Collected data entries:
=== Section Start ===
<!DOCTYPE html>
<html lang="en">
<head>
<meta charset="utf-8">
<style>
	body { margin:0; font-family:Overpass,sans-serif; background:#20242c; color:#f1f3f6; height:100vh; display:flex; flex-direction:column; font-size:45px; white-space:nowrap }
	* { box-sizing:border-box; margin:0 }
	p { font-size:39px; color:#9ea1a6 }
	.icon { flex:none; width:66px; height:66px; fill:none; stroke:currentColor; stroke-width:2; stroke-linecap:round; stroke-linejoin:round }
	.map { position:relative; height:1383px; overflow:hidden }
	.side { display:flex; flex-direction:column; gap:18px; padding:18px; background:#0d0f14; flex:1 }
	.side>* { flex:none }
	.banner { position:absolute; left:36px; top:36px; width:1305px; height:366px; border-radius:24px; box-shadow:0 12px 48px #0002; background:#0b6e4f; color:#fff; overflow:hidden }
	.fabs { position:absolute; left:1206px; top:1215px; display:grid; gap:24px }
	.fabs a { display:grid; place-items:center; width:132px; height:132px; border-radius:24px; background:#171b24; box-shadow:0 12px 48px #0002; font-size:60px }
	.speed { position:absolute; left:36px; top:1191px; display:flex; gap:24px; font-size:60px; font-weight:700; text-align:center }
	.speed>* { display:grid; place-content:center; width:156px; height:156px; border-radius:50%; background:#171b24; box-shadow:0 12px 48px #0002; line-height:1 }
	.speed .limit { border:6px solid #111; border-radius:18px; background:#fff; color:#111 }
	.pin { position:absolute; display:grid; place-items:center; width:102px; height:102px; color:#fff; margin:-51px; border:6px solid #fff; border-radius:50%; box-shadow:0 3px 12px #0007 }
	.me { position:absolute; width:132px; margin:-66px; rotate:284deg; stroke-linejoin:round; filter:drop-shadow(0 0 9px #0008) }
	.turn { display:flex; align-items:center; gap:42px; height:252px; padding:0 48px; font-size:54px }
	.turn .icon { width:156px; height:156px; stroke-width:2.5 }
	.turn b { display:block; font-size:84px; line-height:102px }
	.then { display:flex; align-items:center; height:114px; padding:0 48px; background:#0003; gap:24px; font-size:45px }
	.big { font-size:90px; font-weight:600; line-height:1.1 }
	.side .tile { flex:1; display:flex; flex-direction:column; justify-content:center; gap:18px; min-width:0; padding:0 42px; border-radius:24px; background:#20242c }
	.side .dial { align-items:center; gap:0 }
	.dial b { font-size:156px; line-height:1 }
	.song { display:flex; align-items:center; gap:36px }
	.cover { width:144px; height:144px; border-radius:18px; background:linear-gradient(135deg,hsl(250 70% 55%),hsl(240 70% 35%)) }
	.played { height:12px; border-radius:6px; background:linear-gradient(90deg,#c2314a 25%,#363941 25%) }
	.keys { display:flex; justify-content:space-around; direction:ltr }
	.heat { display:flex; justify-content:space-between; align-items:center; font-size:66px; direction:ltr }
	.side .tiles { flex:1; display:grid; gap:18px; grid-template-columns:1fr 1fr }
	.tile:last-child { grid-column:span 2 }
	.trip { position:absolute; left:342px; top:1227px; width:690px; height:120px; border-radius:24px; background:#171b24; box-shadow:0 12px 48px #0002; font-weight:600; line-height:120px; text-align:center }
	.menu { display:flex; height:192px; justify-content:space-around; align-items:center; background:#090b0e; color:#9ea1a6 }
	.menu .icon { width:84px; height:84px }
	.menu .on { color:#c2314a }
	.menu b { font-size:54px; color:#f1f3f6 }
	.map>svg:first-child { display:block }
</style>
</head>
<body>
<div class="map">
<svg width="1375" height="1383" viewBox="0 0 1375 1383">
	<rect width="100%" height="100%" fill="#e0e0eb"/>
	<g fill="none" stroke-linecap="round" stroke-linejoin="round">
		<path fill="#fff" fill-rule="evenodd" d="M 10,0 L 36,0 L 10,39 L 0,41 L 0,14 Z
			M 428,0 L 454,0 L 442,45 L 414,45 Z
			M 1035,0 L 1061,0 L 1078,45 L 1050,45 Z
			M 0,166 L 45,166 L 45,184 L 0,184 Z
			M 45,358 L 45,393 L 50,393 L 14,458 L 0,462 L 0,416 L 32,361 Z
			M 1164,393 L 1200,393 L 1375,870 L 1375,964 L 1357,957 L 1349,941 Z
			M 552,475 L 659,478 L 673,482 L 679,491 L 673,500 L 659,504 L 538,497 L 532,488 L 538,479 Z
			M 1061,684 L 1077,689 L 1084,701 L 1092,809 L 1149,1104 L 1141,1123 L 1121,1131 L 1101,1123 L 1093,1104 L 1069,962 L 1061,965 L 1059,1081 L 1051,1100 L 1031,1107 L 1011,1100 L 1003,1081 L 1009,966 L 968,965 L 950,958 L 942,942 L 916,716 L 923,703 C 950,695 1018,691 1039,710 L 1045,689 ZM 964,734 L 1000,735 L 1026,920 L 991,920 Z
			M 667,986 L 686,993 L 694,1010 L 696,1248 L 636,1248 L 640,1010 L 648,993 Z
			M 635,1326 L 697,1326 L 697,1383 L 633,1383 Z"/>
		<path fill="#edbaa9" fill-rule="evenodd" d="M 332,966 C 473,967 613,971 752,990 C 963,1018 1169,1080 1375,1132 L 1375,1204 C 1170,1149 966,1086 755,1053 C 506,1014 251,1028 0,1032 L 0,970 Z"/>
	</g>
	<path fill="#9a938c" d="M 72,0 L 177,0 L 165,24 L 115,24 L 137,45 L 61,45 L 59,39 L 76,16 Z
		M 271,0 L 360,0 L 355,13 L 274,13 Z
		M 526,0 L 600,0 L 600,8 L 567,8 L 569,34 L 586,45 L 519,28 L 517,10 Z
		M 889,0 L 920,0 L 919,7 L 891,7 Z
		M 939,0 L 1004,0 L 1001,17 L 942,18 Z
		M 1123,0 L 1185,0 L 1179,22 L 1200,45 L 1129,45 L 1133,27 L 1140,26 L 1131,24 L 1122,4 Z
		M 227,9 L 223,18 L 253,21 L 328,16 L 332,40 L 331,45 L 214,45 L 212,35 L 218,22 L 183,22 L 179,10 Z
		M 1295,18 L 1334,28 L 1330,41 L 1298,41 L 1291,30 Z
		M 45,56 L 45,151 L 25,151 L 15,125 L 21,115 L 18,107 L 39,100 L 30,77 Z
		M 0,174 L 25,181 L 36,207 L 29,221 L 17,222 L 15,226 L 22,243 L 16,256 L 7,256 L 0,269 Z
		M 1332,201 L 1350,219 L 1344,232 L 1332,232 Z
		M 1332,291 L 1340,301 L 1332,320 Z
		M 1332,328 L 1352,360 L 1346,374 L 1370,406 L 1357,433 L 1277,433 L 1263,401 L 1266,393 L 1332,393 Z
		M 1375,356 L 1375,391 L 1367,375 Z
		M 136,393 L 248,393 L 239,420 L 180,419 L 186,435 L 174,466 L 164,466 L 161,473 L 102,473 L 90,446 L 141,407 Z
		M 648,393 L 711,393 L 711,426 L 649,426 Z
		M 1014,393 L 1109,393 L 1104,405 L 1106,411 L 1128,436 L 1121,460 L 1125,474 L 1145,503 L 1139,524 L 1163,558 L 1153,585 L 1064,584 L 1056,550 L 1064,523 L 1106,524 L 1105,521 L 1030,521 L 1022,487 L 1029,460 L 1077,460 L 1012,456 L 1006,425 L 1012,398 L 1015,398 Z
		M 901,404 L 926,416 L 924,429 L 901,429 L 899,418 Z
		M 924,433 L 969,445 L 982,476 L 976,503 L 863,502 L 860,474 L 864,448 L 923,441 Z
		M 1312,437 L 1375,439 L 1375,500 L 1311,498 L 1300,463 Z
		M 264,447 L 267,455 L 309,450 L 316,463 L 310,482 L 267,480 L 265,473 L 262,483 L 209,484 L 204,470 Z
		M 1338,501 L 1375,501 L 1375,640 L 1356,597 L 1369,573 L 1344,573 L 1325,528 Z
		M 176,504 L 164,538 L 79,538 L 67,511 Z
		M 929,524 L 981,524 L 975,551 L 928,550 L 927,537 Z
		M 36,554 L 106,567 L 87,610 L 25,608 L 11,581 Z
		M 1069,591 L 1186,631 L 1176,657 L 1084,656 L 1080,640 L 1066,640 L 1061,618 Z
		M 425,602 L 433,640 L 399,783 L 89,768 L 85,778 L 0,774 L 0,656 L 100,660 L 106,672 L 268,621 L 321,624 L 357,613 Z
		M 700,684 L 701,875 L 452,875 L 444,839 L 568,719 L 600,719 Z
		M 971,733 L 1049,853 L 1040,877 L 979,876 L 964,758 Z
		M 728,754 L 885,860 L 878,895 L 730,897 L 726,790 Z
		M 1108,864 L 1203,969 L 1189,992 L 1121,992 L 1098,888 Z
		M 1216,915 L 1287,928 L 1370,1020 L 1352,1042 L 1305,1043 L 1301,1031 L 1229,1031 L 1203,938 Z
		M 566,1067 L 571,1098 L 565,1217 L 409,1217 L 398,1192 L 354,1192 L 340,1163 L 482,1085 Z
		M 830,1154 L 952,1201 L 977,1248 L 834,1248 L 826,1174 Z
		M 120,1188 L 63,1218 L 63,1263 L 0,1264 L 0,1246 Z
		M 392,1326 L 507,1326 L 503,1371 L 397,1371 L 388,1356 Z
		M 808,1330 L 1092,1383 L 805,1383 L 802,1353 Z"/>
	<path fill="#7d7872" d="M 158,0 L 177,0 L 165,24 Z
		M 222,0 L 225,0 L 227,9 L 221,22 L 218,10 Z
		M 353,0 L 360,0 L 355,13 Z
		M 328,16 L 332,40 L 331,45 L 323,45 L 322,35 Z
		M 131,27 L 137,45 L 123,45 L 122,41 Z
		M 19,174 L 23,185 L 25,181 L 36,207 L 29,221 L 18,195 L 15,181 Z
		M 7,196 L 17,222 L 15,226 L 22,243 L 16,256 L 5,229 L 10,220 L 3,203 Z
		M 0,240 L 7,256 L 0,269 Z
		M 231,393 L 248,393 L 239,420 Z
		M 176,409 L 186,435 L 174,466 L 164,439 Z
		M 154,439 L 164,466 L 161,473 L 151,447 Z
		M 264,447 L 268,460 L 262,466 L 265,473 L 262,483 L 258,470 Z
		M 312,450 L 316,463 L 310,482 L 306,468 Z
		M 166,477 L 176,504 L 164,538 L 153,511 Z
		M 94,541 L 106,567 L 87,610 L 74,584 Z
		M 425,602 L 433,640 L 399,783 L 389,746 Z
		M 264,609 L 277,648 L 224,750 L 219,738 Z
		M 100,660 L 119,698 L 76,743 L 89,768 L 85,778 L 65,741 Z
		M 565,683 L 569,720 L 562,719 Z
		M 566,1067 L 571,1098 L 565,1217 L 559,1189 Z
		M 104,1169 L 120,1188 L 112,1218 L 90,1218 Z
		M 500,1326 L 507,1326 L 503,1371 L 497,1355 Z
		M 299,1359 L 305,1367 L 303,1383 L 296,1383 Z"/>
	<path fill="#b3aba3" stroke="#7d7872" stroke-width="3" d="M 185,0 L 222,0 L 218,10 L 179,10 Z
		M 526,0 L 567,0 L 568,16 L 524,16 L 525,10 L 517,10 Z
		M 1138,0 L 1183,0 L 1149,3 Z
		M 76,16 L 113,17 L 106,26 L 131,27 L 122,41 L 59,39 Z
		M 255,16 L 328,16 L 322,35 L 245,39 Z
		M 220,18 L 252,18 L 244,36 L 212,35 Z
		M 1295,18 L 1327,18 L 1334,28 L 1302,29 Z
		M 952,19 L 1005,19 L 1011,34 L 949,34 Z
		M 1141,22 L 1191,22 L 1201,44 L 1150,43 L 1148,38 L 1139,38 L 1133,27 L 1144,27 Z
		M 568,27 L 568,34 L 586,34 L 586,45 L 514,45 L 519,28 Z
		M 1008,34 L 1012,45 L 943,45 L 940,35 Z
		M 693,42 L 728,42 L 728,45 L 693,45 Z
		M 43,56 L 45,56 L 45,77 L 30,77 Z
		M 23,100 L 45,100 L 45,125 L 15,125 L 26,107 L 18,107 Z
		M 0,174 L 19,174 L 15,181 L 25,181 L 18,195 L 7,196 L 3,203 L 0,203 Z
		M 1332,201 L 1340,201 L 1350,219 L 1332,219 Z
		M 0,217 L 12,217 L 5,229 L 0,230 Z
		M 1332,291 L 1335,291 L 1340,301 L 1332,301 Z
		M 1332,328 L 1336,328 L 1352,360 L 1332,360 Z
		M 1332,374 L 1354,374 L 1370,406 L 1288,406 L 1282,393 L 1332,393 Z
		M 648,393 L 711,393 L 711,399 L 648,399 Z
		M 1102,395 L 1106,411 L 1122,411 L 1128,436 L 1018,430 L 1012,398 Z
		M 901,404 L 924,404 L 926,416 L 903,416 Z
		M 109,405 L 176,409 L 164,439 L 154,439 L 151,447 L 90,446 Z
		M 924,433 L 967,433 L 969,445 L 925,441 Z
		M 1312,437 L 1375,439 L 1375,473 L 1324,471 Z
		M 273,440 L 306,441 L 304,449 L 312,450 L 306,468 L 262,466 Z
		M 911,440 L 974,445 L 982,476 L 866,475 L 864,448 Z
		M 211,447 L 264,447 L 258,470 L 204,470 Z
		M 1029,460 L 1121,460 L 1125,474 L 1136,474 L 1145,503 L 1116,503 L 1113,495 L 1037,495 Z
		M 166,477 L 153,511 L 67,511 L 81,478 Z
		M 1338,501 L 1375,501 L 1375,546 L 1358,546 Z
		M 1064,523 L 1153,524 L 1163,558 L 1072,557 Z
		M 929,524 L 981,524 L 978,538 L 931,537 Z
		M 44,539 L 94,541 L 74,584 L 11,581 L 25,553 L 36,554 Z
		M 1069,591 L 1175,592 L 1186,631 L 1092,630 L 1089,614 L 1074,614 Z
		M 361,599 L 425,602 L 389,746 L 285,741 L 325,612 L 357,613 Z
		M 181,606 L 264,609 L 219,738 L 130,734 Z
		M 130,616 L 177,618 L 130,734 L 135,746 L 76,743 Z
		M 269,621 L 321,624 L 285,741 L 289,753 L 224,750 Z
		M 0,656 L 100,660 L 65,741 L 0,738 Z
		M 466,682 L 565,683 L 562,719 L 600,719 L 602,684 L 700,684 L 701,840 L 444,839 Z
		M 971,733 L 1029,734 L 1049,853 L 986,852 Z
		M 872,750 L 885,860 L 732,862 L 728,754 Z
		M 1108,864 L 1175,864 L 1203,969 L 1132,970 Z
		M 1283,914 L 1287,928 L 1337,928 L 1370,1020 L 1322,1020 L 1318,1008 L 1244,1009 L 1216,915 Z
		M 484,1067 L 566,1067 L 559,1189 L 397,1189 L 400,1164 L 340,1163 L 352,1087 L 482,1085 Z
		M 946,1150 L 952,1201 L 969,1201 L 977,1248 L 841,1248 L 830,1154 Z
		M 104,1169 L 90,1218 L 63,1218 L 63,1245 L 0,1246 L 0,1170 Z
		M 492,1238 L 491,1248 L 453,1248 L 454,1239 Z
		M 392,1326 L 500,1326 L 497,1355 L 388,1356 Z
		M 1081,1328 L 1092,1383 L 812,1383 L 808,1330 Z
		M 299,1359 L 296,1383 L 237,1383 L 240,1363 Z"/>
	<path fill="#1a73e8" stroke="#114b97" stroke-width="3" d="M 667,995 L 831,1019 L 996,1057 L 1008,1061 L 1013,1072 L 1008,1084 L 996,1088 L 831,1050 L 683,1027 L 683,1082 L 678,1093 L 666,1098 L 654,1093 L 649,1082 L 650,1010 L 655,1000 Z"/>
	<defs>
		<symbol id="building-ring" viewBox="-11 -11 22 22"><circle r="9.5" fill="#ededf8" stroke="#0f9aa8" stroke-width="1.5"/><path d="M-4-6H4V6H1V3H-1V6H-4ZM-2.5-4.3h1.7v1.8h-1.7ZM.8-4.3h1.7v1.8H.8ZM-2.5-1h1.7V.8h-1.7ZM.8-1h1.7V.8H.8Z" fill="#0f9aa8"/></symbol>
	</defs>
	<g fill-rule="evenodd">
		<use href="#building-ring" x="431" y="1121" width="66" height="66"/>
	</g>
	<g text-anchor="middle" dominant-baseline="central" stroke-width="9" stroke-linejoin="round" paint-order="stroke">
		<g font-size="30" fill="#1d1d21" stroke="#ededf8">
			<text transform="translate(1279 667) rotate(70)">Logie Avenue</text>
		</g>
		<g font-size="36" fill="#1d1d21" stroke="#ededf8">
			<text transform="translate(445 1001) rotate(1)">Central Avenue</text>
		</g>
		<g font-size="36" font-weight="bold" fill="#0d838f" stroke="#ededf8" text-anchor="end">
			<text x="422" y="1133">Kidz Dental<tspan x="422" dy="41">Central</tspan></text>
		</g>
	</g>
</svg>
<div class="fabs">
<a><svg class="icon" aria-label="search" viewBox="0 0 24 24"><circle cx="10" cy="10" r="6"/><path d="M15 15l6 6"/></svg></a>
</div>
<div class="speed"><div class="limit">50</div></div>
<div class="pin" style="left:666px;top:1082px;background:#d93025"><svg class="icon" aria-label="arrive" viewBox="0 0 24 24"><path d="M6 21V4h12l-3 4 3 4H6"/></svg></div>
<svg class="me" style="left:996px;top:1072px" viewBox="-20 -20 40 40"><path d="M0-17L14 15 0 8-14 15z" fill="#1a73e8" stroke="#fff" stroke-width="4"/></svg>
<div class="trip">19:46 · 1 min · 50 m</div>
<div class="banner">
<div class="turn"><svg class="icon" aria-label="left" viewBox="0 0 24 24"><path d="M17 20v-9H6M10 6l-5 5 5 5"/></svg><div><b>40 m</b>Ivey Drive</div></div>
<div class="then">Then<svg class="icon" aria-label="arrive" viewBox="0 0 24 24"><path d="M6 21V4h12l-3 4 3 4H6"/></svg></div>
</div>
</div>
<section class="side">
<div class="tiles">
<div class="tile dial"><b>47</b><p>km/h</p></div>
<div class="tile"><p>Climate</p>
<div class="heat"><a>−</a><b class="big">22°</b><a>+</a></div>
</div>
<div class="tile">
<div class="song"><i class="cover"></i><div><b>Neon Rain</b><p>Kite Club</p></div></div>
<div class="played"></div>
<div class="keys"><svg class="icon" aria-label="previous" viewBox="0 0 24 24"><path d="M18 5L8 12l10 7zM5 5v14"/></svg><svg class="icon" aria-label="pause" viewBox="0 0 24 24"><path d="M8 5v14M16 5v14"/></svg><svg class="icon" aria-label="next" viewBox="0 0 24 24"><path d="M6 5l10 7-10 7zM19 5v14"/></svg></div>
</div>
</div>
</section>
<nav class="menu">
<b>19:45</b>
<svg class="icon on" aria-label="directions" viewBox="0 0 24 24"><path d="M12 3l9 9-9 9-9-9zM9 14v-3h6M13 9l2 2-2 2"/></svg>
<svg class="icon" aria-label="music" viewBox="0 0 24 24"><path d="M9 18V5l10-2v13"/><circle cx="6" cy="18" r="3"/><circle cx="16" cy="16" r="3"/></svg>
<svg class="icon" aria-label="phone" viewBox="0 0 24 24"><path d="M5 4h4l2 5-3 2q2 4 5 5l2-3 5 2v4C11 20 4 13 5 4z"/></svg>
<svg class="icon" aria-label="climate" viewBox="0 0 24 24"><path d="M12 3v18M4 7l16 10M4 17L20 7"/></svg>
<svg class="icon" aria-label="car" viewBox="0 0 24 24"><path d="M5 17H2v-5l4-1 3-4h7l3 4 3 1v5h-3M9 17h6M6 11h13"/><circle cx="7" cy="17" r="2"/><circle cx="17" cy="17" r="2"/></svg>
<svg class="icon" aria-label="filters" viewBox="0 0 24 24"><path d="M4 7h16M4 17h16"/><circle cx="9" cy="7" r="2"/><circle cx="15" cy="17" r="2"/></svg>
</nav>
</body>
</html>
=== Section End ===
- _What is needed_: The lines to extract from the data above begin with the line containing "M 1332,201 L 1350,219" and end with the line containing "M 136,393 L". Extract them exactly, including both.

- _Output of the exercise_:
		M 1332,201 L 1350,219 L 1344,232 L 1332,232 Z
		M 1332,291 L 1340,301 L 1332,320 Z
		M 1332,328 L 1352,360 L 1346,374 L 1370,406 L 1357,433 L 1277,433 L 1263,401 L 1266,393 L 1332,393 Z
		M 1375,356 L 1375,391 L 1367,375 Z
		M 136,393 L 248,393 L 239,420 L 180,419 L 186,435 L 174,466 L 164,466 L 161,473 L 102,473 L 90,446 L 141,407 Z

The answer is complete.